Segment Open
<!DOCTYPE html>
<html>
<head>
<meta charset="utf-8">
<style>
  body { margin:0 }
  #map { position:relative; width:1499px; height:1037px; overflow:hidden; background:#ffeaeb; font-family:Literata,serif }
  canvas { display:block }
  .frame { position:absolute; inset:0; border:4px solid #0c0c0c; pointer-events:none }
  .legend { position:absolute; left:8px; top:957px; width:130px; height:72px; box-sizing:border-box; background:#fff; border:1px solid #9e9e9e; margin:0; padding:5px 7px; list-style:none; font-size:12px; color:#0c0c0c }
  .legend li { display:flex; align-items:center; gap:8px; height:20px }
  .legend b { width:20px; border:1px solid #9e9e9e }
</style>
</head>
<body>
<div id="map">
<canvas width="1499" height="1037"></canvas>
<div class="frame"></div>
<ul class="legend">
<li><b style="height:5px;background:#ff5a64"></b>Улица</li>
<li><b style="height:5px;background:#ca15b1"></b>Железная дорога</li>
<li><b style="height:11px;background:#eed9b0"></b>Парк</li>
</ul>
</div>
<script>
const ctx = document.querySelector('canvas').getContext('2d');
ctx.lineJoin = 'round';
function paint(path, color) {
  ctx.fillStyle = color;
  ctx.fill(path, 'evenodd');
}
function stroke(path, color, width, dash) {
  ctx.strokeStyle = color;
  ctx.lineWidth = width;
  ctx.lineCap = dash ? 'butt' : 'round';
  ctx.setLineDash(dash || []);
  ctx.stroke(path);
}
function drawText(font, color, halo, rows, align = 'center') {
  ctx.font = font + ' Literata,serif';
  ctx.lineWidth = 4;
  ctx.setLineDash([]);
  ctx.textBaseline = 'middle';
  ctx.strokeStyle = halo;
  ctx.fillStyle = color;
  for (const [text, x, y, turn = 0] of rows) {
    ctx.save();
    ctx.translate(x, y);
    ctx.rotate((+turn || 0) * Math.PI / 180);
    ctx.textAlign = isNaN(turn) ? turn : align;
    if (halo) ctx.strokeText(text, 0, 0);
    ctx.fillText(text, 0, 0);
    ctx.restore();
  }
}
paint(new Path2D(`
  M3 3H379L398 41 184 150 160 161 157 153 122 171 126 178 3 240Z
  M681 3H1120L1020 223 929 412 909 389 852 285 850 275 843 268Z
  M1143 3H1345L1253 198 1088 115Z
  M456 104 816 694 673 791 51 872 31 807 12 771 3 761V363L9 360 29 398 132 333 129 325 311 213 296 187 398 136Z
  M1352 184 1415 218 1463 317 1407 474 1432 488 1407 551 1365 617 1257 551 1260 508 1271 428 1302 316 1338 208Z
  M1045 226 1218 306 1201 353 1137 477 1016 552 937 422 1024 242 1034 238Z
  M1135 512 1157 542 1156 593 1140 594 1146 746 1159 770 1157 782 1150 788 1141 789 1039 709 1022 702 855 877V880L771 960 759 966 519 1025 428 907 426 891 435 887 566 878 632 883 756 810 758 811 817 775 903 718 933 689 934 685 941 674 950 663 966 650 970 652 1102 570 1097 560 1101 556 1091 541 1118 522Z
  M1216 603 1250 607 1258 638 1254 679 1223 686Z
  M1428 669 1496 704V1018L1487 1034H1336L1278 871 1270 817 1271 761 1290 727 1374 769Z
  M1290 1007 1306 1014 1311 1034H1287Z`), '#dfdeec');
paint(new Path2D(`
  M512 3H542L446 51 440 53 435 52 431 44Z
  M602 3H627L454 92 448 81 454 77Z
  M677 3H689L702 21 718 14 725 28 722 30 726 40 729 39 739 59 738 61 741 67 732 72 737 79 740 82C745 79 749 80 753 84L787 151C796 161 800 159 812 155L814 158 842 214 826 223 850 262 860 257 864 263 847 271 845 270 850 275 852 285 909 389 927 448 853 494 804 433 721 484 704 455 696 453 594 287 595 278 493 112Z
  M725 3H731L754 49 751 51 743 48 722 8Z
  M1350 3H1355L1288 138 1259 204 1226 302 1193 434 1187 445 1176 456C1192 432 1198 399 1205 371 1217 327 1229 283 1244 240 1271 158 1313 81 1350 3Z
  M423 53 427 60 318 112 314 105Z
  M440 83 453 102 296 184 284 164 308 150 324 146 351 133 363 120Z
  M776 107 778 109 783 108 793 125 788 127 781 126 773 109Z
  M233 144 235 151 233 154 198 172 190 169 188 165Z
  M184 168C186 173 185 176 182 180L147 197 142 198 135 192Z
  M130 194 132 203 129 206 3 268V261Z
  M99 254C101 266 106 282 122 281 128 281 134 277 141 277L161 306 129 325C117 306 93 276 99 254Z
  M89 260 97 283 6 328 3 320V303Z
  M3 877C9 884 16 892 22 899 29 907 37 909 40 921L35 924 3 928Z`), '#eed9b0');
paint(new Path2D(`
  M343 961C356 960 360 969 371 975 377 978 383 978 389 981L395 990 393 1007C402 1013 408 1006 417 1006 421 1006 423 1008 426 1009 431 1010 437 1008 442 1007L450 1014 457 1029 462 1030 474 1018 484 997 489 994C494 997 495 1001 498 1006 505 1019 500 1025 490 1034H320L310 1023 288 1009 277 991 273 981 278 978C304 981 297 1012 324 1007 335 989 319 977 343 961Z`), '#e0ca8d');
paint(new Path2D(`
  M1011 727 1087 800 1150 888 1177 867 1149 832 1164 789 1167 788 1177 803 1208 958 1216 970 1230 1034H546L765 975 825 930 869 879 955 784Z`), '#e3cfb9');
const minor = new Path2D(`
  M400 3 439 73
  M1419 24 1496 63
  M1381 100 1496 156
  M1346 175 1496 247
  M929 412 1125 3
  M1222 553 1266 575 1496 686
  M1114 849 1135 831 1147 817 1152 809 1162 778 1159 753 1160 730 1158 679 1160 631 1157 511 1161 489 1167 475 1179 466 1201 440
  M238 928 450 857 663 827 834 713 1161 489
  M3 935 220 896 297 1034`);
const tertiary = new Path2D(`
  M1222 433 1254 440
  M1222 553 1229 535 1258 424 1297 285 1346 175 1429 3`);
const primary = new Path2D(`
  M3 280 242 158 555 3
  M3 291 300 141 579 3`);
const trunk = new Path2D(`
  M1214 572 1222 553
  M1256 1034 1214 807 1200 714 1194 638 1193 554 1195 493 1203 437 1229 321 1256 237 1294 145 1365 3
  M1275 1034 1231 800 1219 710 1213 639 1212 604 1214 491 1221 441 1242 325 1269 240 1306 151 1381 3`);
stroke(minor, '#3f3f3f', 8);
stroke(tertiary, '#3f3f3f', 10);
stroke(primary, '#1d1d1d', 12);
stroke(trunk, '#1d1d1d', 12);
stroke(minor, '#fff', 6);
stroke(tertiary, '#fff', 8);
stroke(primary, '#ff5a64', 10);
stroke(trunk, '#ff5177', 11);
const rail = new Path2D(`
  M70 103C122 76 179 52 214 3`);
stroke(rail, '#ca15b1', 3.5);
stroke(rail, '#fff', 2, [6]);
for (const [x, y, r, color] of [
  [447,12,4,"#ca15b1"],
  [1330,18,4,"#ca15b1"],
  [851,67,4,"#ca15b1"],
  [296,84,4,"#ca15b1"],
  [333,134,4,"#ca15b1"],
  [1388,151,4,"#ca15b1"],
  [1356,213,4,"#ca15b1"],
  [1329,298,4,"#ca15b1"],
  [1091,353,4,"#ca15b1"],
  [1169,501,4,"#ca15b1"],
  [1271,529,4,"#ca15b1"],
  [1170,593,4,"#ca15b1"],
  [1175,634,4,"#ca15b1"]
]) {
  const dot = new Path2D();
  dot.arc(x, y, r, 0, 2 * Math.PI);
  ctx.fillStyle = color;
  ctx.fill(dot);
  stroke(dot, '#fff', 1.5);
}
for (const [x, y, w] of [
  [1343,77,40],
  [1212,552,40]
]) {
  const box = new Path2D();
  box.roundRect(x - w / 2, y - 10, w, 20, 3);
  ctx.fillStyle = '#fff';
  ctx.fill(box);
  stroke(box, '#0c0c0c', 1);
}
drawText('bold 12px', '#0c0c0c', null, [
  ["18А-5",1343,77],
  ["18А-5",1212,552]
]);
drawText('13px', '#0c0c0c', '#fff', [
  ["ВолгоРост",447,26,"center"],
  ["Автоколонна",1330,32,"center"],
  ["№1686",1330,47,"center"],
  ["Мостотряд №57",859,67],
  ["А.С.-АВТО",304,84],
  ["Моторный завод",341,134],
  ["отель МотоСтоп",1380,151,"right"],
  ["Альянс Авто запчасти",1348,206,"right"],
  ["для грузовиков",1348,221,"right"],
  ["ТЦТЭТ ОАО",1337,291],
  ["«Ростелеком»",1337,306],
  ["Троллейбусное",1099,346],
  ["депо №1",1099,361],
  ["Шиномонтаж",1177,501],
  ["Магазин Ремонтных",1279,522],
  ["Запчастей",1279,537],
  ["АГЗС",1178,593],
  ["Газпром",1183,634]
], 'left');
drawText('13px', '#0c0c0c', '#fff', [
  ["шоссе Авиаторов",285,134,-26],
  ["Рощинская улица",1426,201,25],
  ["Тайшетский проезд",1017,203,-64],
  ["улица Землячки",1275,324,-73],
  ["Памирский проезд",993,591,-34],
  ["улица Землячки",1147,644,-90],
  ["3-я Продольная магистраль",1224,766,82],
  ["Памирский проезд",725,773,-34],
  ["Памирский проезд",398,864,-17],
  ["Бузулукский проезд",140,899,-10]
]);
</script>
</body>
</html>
Segment Closed
Copy every line above that holds the word "rows".

function drawText(font, color, halo, rows, align = 'center') {
  for (const [text, x, y, turn = 0] of rows) {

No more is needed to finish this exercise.